J1清水は20日、三保グラウンドで22日のC大阪戦(ヤンマーハナサカスタジアム)に向けて調整を行った。清水はC大阪とのJ1アウェー戦で、1998年8月1日の勝利(3〇1)を最後に20連敗中。

左ウィングで存在感を見せるMF藤井智也(27)が、持ち前のスピードで難敵攻略と連敗阻止に貢献する。

 ドリブルで相手を置き去りにするだけではない。中に切り込んでシュートまで持ち込める藤井は、特別大会で主力として定着していたカピシャーバに代わり、J1リーグ開幕から2試合連続で先発を勝ち取った。8日の開幕・名古屋戦(1〇0)では決勝点をアシストしたものの、15日の横浜FM戦(0●1)では積極的な仕掛けが実らず、得点には絡めなかった。「勢いを出すというところは悪くなかったけど、得点に関与できなかった。チームが勝つことを考えたら、決めていたらもっといい試合になったと思う。そこはやはり決定力とか、改めて必要だなと思った」と振り返った。

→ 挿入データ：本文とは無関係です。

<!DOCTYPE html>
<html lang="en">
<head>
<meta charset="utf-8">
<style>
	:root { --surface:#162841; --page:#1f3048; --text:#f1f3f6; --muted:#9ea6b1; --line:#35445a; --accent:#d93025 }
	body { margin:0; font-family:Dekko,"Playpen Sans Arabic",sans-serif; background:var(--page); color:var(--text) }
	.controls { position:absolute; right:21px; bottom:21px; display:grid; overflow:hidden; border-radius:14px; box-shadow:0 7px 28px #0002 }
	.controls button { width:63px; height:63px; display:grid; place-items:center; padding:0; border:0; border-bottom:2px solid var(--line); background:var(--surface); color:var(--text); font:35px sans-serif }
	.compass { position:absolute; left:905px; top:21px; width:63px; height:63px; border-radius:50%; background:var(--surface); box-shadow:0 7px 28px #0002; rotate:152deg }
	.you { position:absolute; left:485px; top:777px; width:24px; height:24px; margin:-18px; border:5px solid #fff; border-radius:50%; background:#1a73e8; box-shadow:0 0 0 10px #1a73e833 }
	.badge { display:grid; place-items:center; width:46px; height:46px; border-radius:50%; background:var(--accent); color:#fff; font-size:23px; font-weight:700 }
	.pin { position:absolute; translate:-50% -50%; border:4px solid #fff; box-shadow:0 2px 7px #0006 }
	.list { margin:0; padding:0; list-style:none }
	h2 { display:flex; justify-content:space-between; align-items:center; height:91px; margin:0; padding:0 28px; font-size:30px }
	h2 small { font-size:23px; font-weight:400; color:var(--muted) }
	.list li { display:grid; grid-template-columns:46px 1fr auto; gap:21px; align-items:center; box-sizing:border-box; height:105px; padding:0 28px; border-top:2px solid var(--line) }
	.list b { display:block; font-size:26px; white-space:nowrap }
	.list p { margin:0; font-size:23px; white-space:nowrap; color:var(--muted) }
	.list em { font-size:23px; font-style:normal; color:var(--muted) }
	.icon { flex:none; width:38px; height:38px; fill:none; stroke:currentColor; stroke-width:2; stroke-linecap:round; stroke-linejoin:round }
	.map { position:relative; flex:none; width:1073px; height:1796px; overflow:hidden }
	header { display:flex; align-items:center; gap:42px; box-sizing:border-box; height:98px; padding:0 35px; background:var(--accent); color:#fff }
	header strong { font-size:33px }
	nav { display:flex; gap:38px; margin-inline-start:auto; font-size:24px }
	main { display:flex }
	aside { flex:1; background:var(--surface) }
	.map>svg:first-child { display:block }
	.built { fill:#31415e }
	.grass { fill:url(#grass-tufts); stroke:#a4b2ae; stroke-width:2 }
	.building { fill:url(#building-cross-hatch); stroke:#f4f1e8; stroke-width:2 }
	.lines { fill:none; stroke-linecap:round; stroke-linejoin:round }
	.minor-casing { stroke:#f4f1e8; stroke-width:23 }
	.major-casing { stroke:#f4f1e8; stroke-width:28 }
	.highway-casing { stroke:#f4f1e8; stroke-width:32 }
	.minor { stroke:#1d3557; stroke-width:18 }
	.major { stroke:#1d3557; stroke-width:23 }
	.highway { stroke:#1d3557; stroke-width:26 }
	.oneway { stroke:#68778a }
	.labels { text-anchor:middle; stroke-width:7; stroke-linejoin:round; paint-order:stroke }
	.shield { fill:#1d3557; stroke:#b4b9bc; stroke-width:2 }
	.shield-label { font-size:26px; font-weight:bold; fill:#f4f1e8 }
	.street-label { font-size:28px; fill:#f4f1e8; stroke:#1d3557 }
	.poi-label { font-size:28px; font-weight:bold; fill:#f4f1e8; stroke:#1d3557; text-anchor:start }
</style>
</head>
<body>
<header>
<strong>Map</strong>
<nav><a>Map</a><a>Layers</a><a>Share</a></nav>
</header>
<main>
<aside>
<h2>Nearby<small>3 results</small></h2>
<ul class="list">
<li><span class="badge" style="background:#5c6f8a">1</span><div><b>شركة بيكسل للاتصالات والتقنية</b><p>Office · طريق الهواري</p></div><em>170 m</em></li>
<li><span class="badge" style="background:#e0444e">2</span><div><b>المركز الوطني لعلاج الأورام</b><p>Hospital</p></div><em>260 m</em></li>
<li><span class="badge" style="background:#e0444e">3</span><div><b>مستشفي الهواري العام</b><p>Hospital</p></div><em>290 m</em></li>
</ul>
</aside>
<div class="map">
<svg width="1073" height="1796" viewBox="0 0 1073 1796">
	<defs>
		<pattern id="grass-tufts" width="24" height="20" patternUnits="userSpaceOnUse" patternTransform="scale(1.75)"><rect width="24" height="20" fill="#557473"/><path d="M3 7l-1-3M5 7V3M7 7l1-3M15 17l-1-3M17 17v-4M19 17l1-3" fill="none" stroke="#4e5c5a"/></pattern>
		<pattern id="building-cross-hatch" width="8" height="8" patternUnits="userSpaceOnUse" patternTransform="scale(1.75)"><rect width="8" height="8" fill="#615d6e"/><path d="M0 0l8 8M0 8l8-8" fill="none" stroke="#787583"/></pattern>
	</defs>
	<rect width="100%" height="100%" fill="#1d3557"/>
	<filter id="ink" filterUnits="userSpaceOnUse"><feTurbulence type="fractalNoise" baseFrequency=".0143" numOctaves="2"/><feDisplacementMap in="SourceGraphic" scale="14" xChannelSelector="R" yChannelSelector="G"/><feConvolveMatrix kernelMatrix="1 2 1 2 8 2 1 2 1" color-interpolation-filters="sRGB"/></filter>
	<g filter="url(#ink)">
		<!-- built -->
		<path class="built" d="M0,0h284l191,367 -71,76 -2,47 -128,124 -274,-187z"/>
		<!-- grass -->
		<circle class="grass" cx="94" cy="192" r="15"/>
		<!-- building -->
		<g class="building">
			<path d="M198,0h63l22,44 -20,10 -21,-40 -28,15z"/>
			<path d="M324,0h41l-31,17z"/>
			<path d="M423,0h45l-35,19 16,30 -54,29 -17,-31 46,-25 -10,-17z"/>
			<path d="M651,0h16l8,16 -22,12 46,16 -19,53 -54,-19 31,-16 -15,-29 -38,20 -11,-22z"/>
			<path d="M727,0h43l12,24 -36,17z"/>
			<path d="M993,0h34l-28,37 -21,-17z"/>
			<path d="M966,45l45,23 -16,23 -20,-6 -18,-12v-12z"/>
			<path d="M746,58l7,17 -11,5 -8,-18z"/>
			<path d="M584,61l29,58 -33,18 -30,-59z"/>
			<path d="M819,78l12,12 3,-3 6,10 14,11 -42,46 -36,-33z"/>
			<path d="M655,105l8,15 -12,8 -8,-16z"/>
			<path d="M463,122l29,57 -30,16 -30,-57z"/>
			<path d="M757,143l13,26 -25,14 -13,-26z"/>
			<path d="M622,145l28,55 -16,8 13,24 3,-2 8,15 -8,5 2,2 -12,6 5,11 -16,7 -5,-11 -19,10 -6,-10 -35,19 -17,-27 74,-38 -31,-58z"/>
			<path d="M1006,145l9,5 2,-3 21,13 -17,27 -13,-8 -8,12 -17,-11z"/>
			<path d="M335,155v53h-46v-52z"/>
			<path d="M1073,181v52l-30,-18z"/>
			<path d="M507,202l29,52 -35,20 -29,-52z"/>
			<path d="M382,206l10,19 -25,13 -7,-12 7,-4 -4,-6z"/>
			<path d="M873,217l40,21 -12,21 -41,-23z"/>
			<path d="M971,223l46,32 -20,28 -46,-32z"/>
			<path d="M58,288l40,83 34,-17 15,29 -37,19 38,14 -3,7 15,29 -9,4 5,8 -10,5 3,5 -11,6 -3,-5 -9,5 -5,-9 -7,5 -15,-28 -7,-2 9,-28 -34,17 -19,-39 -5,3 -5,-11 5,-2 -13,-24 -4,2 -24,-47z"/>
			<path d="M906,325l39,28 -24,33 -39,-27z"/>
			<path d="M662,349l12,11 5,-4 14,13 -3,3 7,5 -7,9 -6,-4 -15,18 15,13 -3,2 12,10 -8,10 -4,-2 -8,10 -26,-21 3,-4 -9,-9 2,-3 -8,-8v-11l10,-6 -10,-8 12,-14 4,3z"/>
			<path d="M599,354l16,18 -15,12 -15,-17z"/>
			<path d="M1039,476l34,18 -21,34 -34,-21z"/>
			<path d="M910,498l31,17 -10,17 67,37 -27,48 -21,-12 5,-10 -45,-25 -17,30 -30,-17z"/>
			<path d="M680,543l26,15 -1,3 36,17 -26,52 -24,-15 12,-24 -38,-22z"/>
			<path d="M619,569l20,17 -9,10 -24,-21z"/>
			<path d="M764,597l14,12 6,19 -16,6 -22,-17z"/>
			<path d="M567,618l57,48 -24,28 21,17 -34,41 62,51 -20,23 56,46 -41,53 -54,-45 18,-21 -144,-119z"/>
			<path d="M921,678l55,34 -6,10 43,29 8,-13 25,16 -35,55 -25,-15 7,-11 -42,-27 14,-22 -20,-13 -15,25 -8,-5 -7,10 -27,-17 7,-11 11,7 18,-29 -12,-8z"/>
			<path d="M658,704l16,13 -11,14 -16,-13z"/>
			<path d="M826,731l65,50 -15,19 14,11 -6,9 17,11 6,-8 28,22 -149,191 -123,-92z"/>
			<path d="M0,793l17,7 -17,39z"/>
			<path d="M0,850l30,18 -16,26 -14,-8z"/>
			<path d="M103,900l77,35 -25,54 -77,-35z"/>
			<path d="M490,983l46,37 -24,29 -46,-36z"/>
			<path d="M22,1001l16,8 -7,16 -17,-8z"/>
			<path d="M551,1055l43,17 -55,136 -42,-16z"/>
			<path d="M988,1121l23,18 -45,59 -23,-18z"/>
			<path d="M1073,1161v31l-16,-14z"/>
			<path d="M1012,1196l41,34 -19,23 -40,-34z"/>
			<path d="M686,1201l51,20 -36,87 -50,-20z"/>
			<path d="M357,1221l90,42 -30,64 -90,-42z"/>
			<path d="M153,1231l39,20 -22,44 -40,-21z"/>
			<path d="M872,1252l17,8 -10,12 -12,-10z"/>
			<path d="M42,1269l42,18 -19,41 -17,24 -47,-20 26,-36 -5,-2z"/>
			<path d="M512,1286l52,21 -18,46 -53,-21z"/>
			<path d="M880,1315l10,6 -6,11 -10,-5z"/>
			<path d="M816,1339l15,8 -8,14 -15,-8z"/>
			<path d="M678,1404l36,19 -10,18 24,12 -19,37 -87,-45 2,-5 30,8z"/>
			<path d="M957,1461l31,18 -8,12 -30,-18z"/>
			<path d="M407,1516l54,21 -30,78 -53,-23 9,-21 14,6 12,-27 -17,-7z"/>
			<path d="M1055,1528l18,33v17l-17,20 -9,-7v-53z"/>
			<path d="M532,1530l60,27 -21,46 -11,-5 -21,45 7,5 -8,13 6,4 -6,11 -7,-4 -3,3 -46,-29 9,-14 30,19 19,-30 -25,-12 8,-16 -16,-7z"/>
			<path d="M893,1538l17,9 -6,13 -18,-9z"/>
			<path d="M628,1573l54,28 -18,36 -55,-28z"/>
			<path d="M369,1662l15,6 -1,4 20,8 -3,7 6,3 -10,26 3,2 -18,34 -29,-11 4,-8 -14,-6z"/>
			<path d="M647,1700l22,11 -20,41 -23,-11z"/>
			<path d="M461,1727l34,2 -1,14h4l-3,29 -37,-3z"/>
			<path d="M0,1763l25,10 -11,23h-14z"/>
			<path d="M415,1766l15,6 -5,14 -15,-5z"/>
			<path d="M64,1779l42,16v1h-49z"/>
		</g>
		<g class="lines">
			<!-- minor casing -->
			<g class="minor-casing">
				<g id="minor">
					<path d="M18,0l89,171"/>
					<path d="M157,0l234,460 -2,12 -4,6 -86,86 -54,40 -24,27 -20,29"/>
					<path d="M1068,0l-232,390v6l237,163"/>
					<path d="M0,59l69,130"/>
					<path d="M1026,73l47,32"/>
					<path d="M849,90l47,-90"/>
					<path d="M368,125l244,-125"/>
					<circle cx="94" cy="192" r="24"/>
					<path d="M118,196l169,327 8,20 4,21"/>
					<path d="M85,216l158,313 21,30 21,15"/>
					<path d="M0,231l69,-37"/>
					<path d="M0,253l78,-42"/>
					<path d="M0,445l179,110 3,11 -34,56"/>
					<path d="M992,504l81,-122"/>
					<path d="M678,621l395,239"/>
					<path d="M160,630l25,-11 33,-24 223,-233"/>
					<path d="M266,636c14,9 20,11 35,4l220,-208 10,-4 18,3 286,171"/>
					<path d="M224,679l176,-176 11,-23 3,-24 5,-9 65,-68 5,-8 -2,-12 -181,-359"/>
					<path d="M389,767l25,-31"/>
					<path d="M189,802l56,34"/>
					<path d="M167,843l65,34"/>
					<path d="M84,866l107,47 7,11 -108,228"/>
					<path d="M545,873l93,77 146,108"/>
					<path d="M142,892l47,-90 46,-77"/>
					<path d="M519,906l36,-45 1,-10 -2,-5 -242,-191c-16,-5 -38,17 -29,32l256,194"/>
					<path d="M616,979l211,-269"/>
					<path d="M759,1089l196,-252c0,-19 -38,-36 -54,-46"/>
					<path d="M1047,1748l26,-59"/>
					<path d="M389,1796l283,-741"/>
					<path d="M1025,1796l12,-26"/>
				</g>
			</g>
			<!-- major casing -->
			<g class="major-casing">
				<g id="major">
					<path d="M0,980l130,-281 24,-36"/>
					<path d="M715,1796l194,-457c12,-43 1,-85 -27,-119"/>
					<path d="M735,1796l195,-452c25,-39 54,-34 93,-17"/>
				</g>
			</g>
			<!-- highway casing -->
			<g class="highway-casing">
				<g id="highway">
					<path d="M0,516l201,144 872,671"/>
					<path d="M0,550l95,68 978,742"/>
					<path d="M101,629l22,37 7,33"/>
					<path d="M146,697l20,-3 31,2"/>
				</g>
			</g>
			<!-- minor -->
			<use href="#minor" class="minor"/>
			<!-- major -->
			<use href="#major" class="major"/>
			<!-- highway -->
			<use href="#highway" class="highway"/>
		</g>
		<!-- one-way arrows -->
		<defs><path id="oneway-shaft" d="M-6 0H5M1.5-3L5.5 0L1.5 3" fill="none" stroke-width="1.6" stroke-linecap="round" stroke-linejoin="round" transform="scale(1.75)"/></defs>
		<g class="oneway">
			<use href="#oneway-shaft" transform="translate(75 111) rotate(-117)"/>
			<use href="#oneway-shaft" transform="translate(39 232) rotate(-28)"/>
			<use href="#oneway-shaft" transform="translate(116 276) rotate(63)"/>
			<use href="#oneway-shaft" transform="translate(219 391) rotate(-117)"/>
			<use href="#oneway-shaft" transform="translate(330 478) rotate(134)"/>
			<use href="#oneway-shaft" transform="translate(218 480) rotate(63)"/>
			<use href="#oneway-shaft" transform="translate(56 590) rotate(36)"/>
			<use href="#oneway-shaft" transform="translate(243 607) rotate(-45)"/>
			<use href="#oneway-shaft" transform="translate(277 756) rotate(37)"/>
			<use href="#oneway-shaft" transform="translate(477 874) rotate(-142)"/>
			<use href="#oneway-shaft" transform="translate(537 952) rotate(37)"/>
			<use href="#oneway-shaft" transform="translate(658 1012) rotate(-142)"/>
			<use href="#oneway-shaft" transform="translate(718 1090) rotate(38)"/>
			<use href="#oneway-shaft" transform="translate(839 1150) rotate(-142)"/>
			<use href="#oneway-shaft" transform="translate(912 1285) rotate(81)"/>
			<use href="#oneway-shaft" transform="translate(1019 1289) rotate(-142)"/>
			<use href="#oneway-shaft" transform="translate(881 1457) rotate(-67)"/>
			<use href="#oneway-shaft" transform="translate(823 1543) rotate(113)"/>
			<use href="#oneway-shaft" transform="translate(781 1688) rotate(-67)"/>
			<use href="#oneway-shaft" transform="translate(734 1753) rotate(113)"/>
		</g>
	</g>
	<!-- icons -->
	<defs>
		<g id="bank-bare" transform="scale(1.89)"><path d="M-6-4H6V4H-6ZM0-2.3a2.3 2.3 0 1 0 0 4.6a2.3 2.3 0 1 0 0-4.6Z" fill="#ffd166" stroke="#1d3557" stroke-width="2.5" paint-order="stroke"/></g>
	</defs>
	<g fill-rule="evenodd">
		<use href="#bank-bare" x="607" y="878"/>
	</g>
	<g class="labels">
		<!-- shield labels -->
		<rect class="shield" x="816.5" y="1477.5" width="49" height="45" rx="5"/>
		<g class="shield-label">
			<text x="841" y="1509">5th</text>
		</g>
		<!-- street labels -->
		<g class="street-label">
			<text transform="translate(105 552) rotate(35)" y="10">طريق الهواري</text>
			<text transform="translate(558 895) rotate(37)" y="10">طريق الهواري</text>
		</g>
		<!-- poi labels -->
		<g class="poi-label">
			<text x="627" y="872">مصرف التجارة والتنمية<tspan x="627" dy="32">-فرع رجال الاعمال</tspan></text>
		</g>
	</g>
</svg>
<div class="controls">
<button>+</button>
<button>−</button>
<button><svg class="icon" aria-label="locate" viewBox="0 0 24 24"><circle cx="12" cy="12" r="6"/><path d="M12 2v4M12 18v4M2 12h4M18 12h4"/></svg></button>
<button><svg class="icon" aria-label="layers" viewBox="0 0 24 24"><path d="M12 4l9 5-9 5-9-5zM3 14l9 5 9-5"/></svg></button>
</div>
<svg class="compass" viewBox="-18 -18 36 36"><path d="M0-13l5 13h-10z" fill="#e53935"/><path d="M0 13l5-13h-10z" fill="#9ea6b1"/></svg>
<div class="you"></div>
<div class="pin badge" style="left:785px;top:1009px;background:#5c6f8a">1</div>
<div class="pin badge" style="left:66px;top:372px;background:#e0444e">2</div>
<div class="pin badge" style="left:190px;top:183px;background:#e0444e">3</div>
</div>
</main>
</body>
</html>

 J2湘南でプレーした百年構想リーグで、プレーのリズムをつかんだ。「スピードだけでいけた部分があった」。長良高、立命大時代は持ち前の速さを武器にしてきたが、プロではそう簡単に相手を抜けない。そこで変えたのが、得意とする攻撃ではなく守備への意識だった。

 「守備の強度から試合に入ることを意識したら、攻撃をストレスなく考えられるようになった」。

湘南時代には、長沢徹監督から「攻撃よりも守備でもっと使えたらいいよ」と助言された。自身の強みを「攻撃」と答えていた藤井にとって、意外な言葉だったが、プレーを変えるきっかけになった。「守備を意識した方が、リズムが良くなった」。守備から試合に入ることで、持ち味の攻撃を生かす好循環が生まれた。

 先週の湘南との練習試合では、長沢監督とも対面。「しっかり、いい刺激をもらった」と笑顔で振り返った。クラブからは「ば・く・そ・く(爆速)ハイテンション」とキャッチフレーズを付けられた。持ち前のスピードを維持するために特別なことはしていないといい、「自然体」を保っているという。

 守備で整えたリズムを、爆速への一歩に変える。藤井が左サイドからC大阪の守備網を切り裂き、28年ぶりとなる敵地での勝利を目指す。